Castorf sieht die Puppen erstarren 

Tag 2

23.59 Uhr

Plattenbau in der Nähe des Alexanderplatzes

Mauerberlin Ost

Mit erhobenen Händen überlegte Castorf in Newskis Versteck, woher er die Stimme des Schattenmannes kannte. Im Geiste ging er Einsätze und Nächte im Märkischen und in den Vierteln durch, aber erst, als der Mann in den leeren Raum trat und seinen wulstigen Schweinekörper vor den beiden Ermittlern aufbaute, erkannte Castorf den ehemaligen Normalstadtpolizisten Benno Sack. Dieser hatte sich damals ganz besonders angestrengt, gefälschte Beweise für Castorfs Schuld und seinen gemeingefährlichen Wahnsinn zu sammeln.
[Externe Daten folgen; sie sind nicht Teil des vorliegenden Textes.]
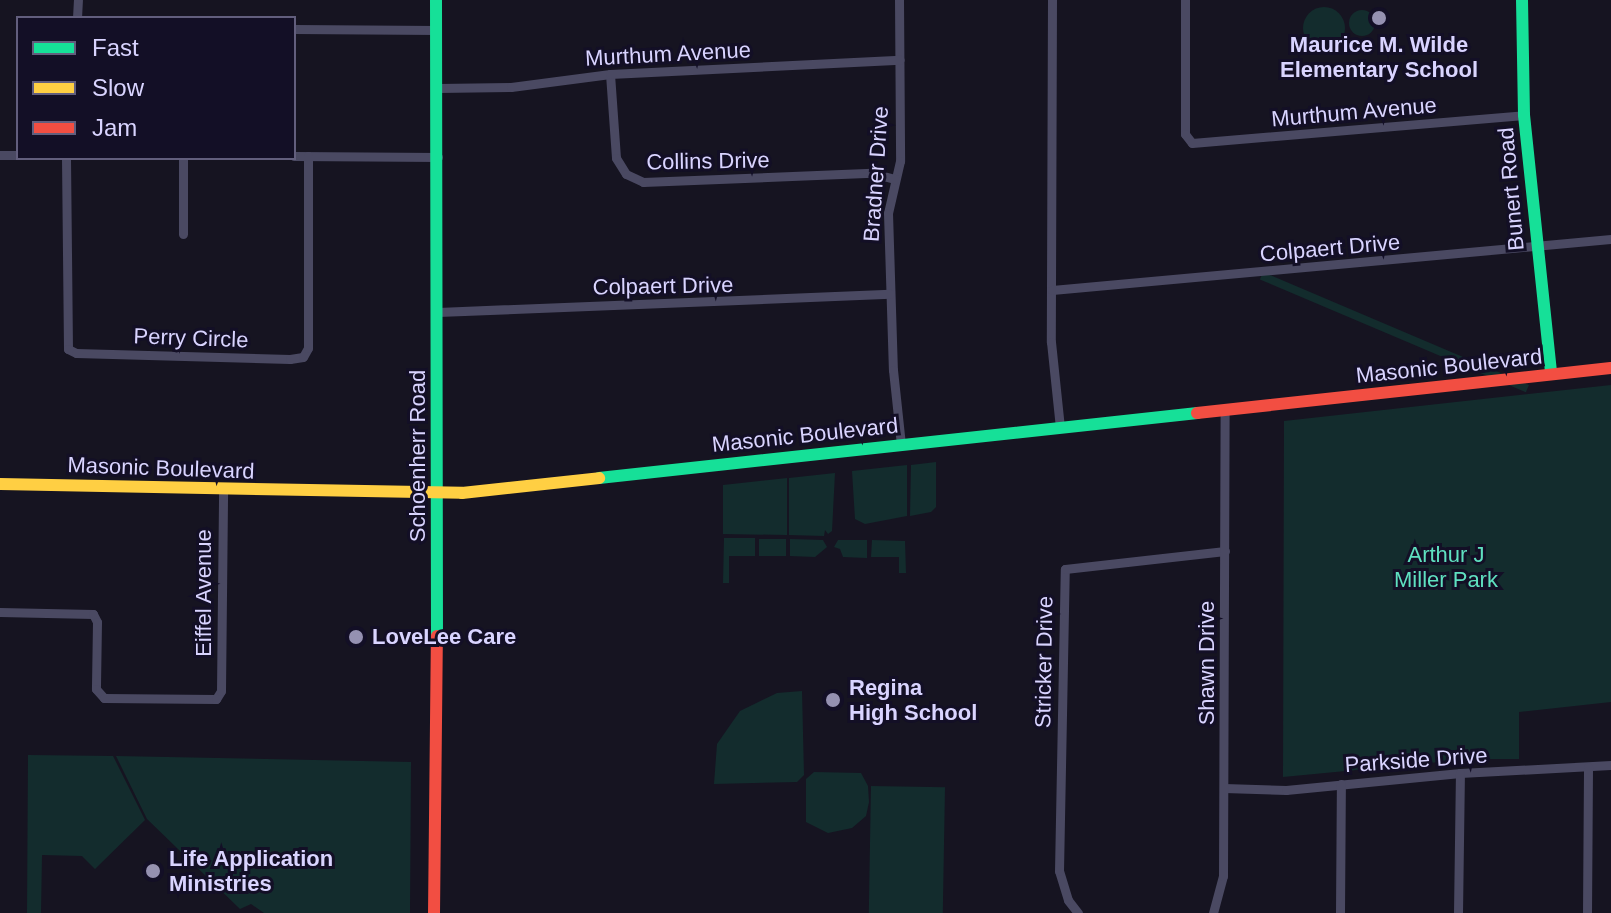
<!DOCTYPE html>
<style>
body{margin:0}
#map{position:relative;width:1611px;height:913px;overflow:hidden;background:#161421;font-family:Helvetica,sans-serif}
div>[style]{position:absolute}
.green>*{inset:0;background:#132c2d;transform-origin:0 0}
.round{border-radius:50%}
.street>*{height:9px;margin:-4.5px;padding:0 4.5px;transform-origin:4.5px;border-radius:4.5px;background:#4a4962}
.fast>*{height:12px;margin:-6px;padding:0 6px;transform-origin:6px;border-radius:6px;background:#16e098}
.slow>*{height:12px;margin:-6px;padding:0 6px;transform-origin:6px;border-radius:6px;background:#ffcf43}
.jam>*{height:12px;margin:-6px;padding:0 6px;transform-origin:6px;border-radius:6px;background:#f24e42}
.dots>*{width:22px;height:22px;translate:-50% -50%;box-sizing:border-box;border:4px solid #130f26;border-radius:50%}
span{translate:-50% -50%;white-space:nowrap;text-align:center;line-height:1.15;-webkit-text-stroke:6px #130f26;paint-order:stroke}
.poi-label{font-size:22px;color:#d9d4ff;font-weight:700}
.left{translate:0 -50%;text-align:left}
.street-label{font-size:22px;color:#d9d4ff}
.park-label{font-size:22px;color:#5fe0c0}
.legend{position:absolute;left:16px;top:16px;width:280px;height:144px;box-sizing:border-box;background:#130f26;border:2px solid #625e7d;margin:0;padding:10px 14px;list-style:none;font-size:24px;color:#d9d4ff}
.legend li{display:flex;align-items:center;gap:16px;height:40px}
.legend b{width:40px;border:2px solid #625e7d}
</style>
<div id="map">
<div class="green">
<div class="round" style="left:1303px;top:7px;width:42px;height:42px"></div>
<div class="round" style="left:1349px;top:10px;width:26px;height:26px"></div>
<div style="left:1529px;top:385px;width:8px;height:289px;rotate:113deg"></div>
<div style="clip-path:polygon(1611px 385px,1611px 702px,1519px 712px,1519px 759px,1471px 759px,1283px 777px,1284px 421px)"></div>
<div style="clip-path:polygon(936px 462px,936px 507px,931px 512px,910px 516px,911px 465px)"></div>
<div style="clip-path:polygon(907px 465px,907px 516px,865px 524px,855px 519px,852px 471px)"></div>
<div style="clip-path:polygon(835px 473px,832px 531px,828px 534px,825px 530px,824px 536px,789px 535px,789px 478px)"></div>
<div style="clip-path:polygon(787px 478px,787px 535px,723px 534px,723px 485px)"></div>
<div style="clip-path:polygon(724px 538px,755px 538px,755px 556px,729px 556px,729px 583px,723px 583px)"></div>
<div style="left:759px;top:539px;width:27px;height:17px"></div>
<div style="clip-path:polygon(790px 539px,823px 540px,827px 547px,815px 557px,790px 556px)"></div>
<div style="clip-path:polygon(838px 540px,867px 540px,867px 558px,843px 557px,840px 549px,834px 547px)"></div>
<div style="clip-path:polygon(872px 540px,905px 541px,906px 573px,899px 573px,899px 557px,871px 557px)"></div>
<div style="clip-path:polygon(802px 691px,804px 775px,797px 782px,714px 784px,717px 744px,740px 711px,777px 693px)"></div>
<div style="clip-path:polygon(28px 755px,113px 756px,145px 820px,95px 869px,82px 856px,42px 855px,41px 913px,27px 913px)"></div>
<div style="clip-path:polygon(116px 756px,411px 762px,410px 913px,264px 913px,251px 904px,240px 909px,147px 819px)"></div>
<div style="clip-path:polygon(814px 772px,861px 773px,868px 786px,869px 802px,866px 816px,852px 828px,828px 833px,806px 822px,806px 779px)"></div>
<div style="left:871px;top:786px;width:74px;height:127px;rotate:1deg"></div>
</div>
<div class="street">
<div style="left:899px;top:0;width:161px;rotate:89.6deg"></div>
<div style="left:900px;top:161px;width:53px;rotate:103deg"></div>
<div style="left:888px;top:213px;width:157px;rotate:88.2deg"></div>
<div style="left:893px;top:370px;width:75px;rotate:83.9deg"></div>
<div style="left:1052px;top:0;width:342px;rotate:90.2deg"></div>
<div style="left:1051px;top:342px;width:85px;rotate:84deg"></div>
<div style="left:1185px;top:0;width:134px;rotate:90deg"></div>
<div style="left:1185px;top:134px;width:11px;rotate:52deg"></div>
<div style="left:1192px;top:143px;width:333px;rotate:-4.8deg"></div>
<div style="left:77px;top:18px;width:18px;rotate:-87deg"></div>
<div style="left:294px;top:29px;width:143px;rotate:0.4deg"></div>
<div style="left:610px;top:74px;width:84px;rotate:85.9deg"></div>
<div style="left:616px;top:158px;width:19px;rotate:58deg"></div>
<div style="left:626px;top:174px;width:19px;rotate:25deg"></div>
<div style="left:643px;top:182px;width:229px;rotate:-2.3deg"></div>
<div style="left:872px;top:173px;width:24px;rotate:15deg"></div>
<div style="left:438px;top:88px;width:73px;rotate:-0.8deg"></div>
<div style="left:511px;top:87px;width:100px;rotate:-7.5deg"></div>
<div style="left:610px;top:74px;width:290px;rotate:-2.8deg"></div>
<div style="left:0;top:155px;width:18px"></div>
<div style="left:294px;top:156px;width:144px;rotate:0.4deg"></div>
<div style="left:66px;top:158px;width:191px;rotate:89.4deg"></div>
<div style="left:68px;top:349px;width:9px;rotate:27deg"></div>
<div style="left:76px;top:353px;width:214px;rotate:1.6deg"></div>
<div style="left:290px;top:359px;width:13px;rotate:-9deg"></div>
<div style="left:303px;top:357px;width:10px;rotate:-61deg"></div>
<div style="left:308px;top:348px;width:192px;rotate:-90deg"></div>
<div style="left:183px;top:234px;width:76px;rotate:-90deg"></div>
<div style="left:1052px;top:290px;width:561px;rotate:-5.21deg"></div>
<div style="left:438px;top:312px;width:452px;rotate:-2.3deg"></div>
<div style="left:0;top:612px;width:93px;rotate:1.2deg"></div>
<div style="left:93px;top:614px;width:9px;rotate:63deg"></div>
<div style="left:97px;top:622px;width:67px;rotate:90.9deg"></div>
<div style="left:96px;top:689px;width:12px;rotate:48deg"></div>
<div style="left:104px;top:698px;width:112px;rotate:0.5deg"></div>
<div style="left:216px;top:699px;width:9px;rotate:-58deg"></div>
<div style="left:221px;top:691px;width:201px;rotate:-89.4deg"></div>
<div style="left:1224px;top:788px;width:62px;rotate:1.8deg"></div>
<div style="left:1286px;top:790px;width:175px;rotate:-5.6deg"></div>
<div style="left:1460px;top:773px;width:151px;rotate:-3deg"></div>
<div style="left:1078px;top:913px;width:16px;rotate:-128deg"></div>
<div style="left:1068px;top:900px;width:30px;rotate:-107deg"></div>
<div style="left:1059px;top:871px;width:302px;rotate:-88.9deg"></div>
<div style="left:1065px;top:569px;width:161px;rotate:-6.4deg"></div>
<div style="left:1213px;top:913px;width:38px;rotate:-75deg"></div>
<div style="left:1223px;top:876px;width:465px;rotate:-89.8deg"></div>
<div style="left:1340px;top:913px;width:129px;rotate:-89.6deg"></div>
<div style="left:1458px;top:913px;width:140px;rotate:-89.2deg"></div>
<div style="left:1587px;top:913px;width:146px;rotate:-89.6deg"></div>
</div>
<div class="fast">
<div style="left:436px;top:0;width:636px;rotate:89.91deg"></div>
<div style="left:1522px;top:0;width:115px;rotate:89deg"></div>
<div style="left:1524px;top:115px;width:260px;rotate:84deg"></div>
<div style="left:599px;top:478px;width:602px;rotate:-6.2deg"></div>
</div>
<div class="slow">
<div style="left:0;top:484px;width:462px;rotate:1.1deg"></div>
<div style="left:462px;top:493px;width:138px;rotate:-6.2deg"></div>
</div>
<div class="jam">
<div style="left:1197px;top:413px;width:416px;rotate:-6.2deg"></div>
<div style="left:434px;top:913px;width:277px;rotate:-89.4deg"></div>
</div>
<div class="dots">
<div style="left:1379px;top:18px;background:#9591b1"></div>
<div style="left:356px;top:637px;background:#9591b1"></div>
<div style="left:833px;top:700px;background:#9591b1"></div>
<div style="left:153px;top:871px;background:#9591b1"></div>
</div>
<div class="poi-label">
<span style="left:1379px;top:57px">Maurice M. Wilde<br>Elementary School</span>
<span class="left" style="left:372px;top:637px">LoveLee Care</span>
<span class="left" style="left:849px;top:700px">Regina<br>High School</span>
<span class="left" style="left:169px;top:871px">Life Application<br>Ministries</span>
</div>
<div class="street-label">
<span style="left:668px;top:54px;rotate:-3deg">Murthum Avenue</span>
<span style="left:1354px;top:112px;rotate:-5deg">Murthum Avenue</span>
<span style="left:708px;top:161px;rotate:-1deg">Collins Drive</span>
<span style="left:876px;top:174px;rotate:-86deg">Bradner Drive</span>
<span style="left:1511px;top:189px;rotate:-95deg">Bunert Road</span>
<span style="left:1330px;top:248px;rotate:-5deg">Colpaert Drive</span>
<span style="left:663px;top:286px;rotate:-1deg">Colpaert Drive</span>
<span style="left:191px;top:338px;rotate:2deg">Perry Circle</span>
<span style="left:1449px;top:366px;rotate:-6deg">Masonic Boulevard</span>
<span style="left:805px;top:435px;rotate:-6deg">Masonic Boulevard</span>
<span style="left:418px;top:456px;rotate:-90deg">Schoenherr Road</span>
<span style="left:161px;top:468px;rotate:2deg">Masonic Boulevard</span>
<span style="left:204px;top:593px;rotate:-90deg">Eiffel Avenue</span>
<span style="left:1044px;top:662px;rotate:-89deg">Stricker Drive</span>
<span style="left:1207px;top:663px;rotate:-90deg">Shawn Drive</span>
<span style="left:1416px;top:760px;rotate:-4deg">Parkside Drive</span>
</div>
<div class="park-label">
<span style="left:1446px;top:567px">Arthur J<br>Miller Park</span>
</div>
<ul class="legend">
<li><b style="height:10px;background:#16e098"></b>Fast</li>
<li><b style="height:10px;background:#ffcf43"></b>Slow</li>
<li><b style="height:10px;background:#f24e42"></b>Jam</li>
</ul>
</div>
Er hatte Netzseiten präsentiert, die Castorf angeblich selbst angelegt hatte, seine DNA aus Drogenabsteigen gekratzt, die Castorf nie betreten hatte, und auch sonst alles getan, um ihn und den anderen armen Teufel, Lukas Cranach, so weit zu kriminalisieren, dass man sie beide komplett aus dem Verkehr ziehen musste.

In Newskis Zimmer umkreiste Sack sie mehrmals, bevor er ihnen das Foto von Siegmeier entwand, es an seine Leute weiterreichte und die Ermittler zur Leibesvisitation in ein Nachbarzimmer führte. Die peinliche Untersuchung sparte keine Körperöffnungen aus und die anschließende Befragung geriet so intensiv, dass man an inhaltslose Schikane hätte denken können, wenn die Anzeichen nicht deutlich darauf hingedeutet hätten, dass die Sicheren und ihr großer Häuptling Sack nicht die geringste Ahnung hatten, was gerade vor sich ging. Gierig hielten sie nach jedem Strohhalm Ausschau, den Maxim und Castorf ihnen präsentieren konnten und versuchten sich an immer absurderen Drohungen. Irgendwann ließ Sack fluchend von ihnen ab und bläute ihnen ein, wie wichtig die Verhaftung Newskis und der Schutz Siegmeiers seien. Jede Störung der anstehenden Aktion der Sicherheitspolizei im Scherbenhain würde zu einer Suspendierung führen. Mindestens!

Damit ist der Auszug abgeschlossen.